Users Feel Guilty: Measurement of Illegal Software Installation Guide Videos on YouTube for Malware Distribution
Rei Yamagishi, Shota Fujii, Tatsuya Mori
TL;DR
This work addresses the emerging MalTube threat, a malware distribution technique delivered via YouTube videos that promise illegal software or game cheats. It introduces VIPER, a dedicated monitoring framework that collected and analyzed 14,363 MalTube videos, 8,671 channels, and 1,269 FQDNs over four months to map the attack ecosystem. The study reveals that attackers primarily target young gamers, use multilingual SEO, and exploit channel hijacking and intermediate sites to disseminate malware, with sophisticated thumbnail and description strategies to maximize engagement. The findings inform robust countermeasures, including video and infrastructure detection, user education, and platform-assisted interventions, underscoring the need for cross-stakeholder collaboration to disrupt MalTube infrastructure and reduce risk to vulnerable populations.
Abstract
This study introduces and examines a sophisticated malware distribution technique that exploits popular video sharing platforms.
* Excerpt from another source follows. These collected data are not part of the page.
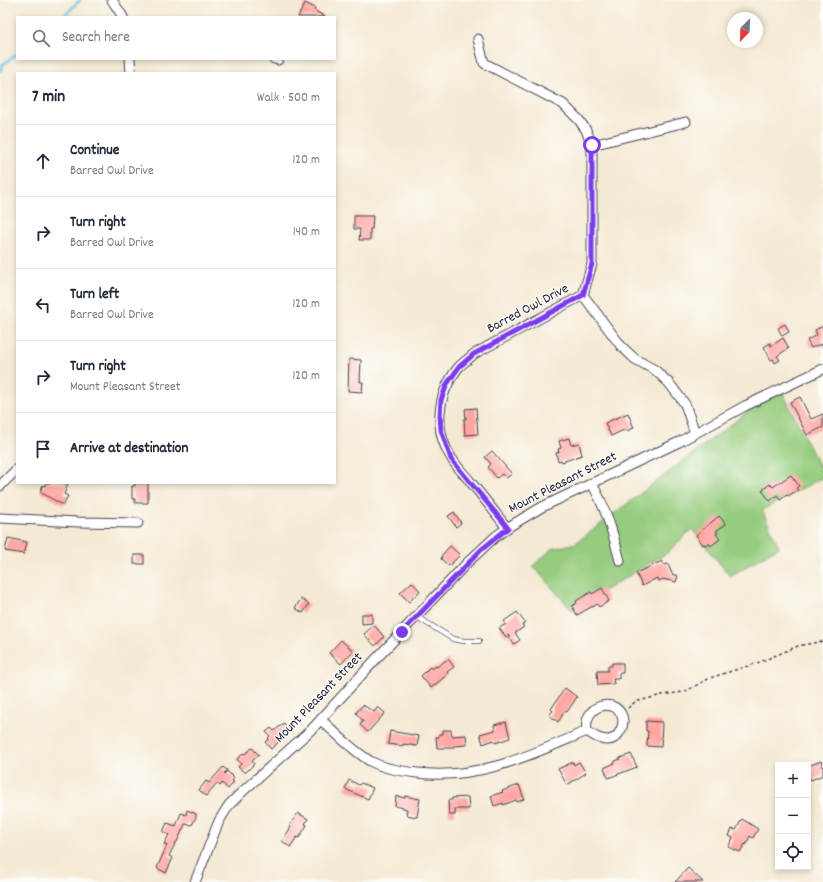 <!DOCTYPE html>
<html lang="en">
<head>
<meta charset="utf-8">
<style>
  :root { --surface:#fff; --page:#f6f6f7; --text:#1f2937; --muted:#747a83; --line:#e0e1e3 }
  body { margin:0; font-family:Dekko,sans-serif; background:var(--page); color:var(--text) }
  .controls { position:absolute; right:12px; bottom:12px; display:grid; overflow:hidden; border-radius:0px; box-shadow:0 2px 6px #0003 }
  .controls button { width:36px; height:36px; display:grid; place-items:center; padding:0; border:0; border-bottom:1px solid var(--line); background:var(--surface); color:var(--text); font:20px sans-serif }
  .compass { position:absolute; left:727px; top:12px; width:36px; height:36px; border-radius:50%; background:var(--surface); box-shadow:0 2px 6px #0003; rotate:203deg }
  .stop { position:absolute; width:12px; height:12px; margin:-9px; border:3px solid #7c3aed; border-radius:50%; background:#fff }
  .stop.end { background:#7c3aed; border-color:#fff; box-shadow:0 1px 4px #0008 }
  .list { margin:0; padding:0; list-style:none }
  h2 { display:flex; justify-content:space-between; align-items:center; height:52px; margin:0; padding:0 16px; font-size:17px }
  h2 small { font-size:13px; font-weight:400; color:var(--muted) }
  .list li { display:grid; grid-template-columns:26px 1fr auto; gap:12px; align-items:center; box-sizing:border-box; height:72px; padding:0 16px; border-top:1px solid var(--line) }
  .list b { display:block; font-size:15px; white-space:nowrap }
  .list p { margin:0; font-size:13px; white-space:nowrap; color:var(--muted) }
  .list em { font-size:13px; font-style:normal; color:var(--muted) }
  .icon { flex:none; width:22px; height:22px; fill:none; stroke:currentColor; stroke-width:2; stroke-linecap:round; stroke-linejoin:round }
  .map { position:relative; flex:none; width:823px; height:882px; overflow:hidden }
  .search { position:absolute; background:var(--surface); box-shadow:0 2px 6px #0003; left:16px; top:16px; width:320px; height:44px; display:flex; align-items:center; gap:10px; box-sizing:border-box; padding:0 14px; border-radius:0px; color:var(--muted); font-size:15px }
  .panel { position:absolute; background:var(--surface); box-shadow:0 2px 6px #0003; left:16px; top:72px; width:320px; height:412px; border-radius:0px }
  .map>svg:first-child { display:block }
  .green { fill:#96cc7e; stroke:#5c775c }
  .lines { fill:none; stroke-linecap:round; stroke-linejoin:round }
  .stream { stroke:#60bedf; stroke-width:2.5 }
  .building { fill:#ffa5a1 }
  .service-casing { stroke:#424052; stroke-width:6 }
  .minor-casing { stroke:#424052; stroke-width:11 }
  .path { stroke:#424052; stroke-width:1.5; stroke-dasharray:3 3; stroke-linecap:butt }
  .service { stroke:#fff; stroke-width:4.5 }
  .minor { stroke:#fff; stroke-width:9 }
  .route { stroke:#7c3aed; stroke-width:5 }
  .labels { text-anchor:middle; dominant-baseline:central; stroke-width:3; stroke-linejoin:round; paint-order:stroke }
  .street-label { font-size:14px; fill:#22223b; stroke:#fdfcf7 }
</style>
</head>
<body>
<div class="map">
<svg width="823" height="882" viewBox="0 0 823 882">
  <rect width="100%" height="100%" fill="#fdfcf7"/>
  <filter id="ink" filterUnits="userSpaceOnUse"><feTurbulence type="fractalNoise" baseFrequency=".025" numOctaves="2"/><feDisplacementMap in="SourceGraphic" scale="8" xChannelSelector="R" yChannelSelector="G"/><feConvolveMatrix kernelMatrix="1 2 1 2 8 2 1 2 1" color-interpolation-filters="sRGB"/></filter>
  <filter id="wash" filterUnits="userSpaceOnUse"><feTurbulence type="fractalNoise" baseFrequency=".012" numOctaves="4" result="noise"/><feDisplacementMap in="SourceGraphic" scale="16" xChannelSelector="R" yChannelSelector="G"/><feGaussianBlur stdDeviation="0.9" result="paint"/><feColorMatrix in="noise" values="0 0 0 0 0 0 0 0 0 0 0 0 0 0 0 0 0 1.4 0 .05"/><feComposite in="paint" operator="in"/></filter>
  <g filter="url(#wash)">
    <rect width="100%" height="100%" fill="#f4e9d3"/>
    <polygon class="green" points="780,387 823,474 823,477 762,510 779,547 730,576 692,529 667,553 572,610 533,566 552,549 576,543"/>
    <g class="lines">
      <g class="stream">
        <polyline points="63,17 80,0"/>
        <polyline points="0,71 2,65 17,54"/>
      </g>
    </g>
    <g id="blocks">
      <g class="building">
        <polygon points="305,3 315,8 314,10 325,17 298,17"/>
        <polygon points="354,216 373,216 372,229 370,229 370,240 359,240 360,229 354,229"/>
        <polygon points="785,324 789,332 782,336 778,328"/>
        <polygon points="823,326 823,348 821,344 811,348 807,340 817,335 815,330"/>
        <polygon points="783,338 789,348 777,356 780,360 775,363 773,359 771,360 764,347 770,343 771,346"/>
        <polygon points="349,359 361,360 360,382 363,382 362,392 348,391"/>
        <polygon points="800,397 811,419 823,414 823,427 807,435 790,402"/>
        <polygon points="476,408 478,434 465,435 464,419 466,419 465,409"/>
        <polygon points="628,413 634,428 627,431 626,429 611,436 605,423"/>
        <polygon points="569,438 571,445 579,443 582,455 562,462 561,460 558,461 556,453 559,452 558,449 561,448 559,441"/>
        <polygon points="492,451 512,474 506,478 502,474 497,478 488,467 491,464 485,457"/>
        <polygon points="791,475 799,486 796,488 798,490 788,496 787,495 780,500 777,495 770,501 762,490 770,484 773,487"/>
        <polygon points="46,483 63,483 68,485 64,494 68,496 63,505 40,492 43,485 45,486"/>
        <polygon points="135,483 148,483 148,503 135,503 135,499 132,499 132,486 135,486"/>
        <polygon points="454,512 461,523 456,527 448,516"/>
        <polygon points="719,516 726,524 716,531 718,533 716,534 720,539 711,546 709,543 705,545 704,544 703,545 696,535"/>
        <polygon points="8,538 27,542 24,554 5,551"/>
        <polygon points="450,546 460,555 449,566 441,559 442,557 441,556"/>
        <rect x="134" y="555" width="10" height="9"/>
        <polygon points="662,561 664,565 668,564 672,574 678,576 676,582 663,579 659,581 657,578 642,586 636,573"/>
        <polygon points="412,582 420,591 409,602 400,593"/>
        <polygon points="602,588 609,601 599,607 597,604 593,607 593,606 577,615 572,606 577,603 576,601 591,592 592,594"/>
        <polygon points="301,599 309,604 303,613 295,608"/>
        <polygon points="517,612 525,623 522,625 524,627 515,633 520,640 514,644 508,635 506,637 499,628 506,624 504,621"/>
        <polygon points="362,614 372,614 372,623 362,624"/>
        <polygon points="374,625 384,637 375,646 364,634"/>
        <polygon points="341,640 353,651 341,664 329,653"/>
        <polygon points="448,659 454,667 447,672 448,674 431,688 421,676 430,667 432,669 436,666 437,667"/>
        <polygon points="612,663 623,663 623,673 619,673 619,679 613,679 614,684 598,685 597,671 608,671 608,666 612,666"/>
        <polygon points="565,688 577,697 567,712 565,711 558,722 549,715 553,711 551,709"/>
        <polygon points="363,705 374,712 378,707 385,713 368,732 360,725 363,721 356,713"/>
        <polygon points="646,721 662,722 661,747 647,746 648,731 646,731"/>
        <polygon points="506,722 510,738 495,743 494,740 483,744 480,734 495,730 494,725"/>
        <polygon points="284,723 289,729 282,735 284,737 271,749 265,742 269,739 268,738 270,736 266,732 271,728 274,731"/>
        <polygon points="443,730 451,730 452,736 466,735 467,745 453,746 453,748 437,748 436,737 439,737 439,734 443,734"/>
        <polygon points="390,731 419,736 417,746 403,744 403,746 388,744"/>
        <polygon points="252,748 259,755 252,761 254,764 245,773 238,767 241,764 237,759 244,753 245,754"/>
        <polygon points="631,754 637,767 608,778 604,768 615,763 615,761 620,759 620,758"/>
        <polygon points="821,761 823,767 823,775 811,780 810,778 808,779 808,766"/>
        <polygon points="573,762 574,765 579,762 586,773 567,785 558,769"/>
        <polygon points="223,767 227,770 224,774 227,771 234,778 232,781 234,782 228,789 222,783 220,786 217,783 206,796 199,790 206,781 209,783"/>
        <polygon points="349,780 359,785 361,783 373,788 368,799 345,789"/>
        <polygon points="519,785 524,799 517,802 516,800 503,805 503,803 494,806 491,796 503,792 502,791"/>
        <polygon points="396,796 405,798 405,796 420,799 417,817 406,815 407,809 395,806"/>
        <polygon points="468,797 469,809 455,809 455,815 449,815 448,800 452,800 452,798"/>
        <polygon points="187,810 196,814 196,817 192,825 185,824 177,842 176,842 169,856 173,858 166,873 157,868 167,845 164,844 169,835 163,832 167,823 176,826 181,813 186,815"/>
        <polygon points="298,813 308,819 305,824 307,825 299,838 297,837 290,847 282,841 291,827 289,826"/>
        <polygon points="742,819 758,829 753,838 750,836 746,845 745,844 740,852 728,847 733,838 729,836 732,829 736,830"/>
        <polygon points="688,868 703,882 675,882"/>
      </g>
    </g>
  </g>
  <g filter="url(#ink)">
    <use href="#blocks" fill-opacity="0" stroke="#424052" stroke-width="1"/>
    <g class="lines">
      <g class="service-casing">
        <polyline id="service" points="417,617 453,639 464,641 479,641"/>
      </g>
      <g class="minor-casing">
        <g id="minor">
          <polyline points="112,0 123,17"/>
          <path d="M 478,39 L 484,63 L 563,104 L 579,120 L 586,130 L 592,145 L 592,264 L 583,295 L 474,354 C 469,359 462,363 458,368 C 437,394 433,431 452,459 C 457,467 463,473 469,480 C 482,496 495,512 507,528"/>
          <polyline points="130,59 131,73"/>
          <polyline points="274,59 278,60"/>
          <polyline points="592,145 686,122"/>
          <polyline points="583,295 621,346 635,359 655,370 669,383 685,404 695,433"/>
          <path d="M 592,483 C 606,509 613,533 620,561"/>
          <polyline points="0,486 17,469"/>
          <polyline points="0,518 79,522 138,523"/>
          <path d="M 321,720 C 337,734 352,750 370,761 C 385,769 401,771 417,773 C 481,780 530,755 587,731 C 596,738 611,746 619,733 C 621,730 623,725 623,721 C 621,696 582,702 587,731"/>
          <polyline points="195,882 219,821 229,805 242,792 312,729 376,659 467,563 495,537 510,526 542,507 679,442 745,406 823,369"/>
        </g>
      </g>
      <polyline class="path" points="628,708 635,702 662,695 684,692 710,678 760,662 798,646 823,641"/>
      <use href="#service" class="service"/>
      <use href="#minor" class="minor"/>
    </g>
  </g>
  <g class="lines" filter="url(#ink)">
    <polyline class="route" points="402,632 481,550 508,528 451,459 441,430 440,416 441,400 447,384 459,367 474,354 583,295 592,264 592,145"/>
  </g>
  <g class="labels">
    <g class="street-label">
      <text transform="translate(528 309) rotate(-28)">Barred Owl Drive</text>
      <text transform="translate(563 483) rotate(-27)">Mount Pleasant Street</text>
      <text transform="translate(319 698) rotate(-46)">Mount Pleasant Street</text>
    </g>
  </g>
</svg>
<div class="controls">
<button>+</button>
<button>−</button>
<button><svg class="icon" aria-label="locate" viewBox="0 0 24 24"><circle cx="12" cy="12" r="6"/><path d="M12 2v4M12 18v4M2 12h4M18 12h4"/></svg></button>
</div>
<svg class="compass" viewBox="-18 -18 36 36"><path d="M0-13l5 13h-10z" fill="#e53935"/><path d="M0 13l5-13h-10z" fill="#747a83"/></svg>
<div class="stop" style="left:592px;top:145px"></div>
<div class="stop end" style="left:402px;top:632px"></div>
<div class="search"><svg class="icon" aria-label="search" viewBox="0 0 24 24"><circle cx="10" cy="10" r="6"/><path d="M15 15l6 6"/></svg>Search here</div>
<section class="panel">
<h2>7 min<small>Walk · 500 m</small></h2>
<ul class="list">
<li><svg class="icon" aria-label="ahead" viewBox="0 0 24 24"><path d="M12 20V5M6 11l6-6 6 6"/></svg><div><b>Continue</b><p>Barred Owl Drive</p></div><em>120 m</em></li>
<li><svg class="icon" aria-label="right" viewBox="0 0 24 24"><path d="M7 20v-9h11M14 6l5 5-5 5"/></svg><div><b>Turn right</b><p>Barred Owl Drive</p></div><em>140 m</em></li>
<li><svg class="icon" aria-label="left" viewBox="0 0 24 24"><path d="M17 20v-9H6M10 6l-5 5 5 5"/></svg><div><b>Turn left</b><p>Barred Owl Drive</p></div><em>120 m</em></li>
<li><svg class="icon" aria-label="right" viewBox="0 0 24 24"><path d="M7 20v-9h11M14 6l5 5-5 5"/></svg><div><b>Turn right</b><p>Mount Pleasant Street</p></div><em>120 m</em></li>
<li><svg class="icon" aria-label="arrive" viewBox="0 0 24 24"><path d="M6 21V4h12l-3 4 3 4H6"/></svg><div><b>Arrive at destination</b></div></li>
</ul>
</section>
</div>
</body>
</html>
In this attack, threat actors distribute malware through deceptive content that promises free versions of premium software and game cheats. Throughout this paper, we call this attack MalTube. MalTube is particularly insidious because it exploits the guilt feelings of users for engaging in potentially illegal activity, making them less likely to report the infection or ask for a help. To investigate this emerging threat, we developed video platform exploitation reconnaissance VIPER, a novel monitoring system designed to detect, monitor, and analyze MalTube activity at scale. Over a four-month data collection period, VIPER processed and analyzed 14,363 videos, 8,671 associated channels, and 1,269 unique fully qualified domain names associated with malware downloads. Our findings reveal that MalTube attackers primarily target young gamers, using the lure of free software and game cheats as infection vectors. The attackers employ various sophisticated social engineering techniques to maximize user engagement and ensure successful malware propagation. These techniques include the strategic use of platform-specific features such as trending keywords, emoticons, and eye-catching thumbnails. These tactics closely mimic legitimate content creation strategies while providing detailed instructions for malware infection. Based on our in-depth analysis, we propose a set of robust detection and mitigation strategies that exploit the invariant characteristics of MalTube videos, offering the potential for automated threat detection and prevention.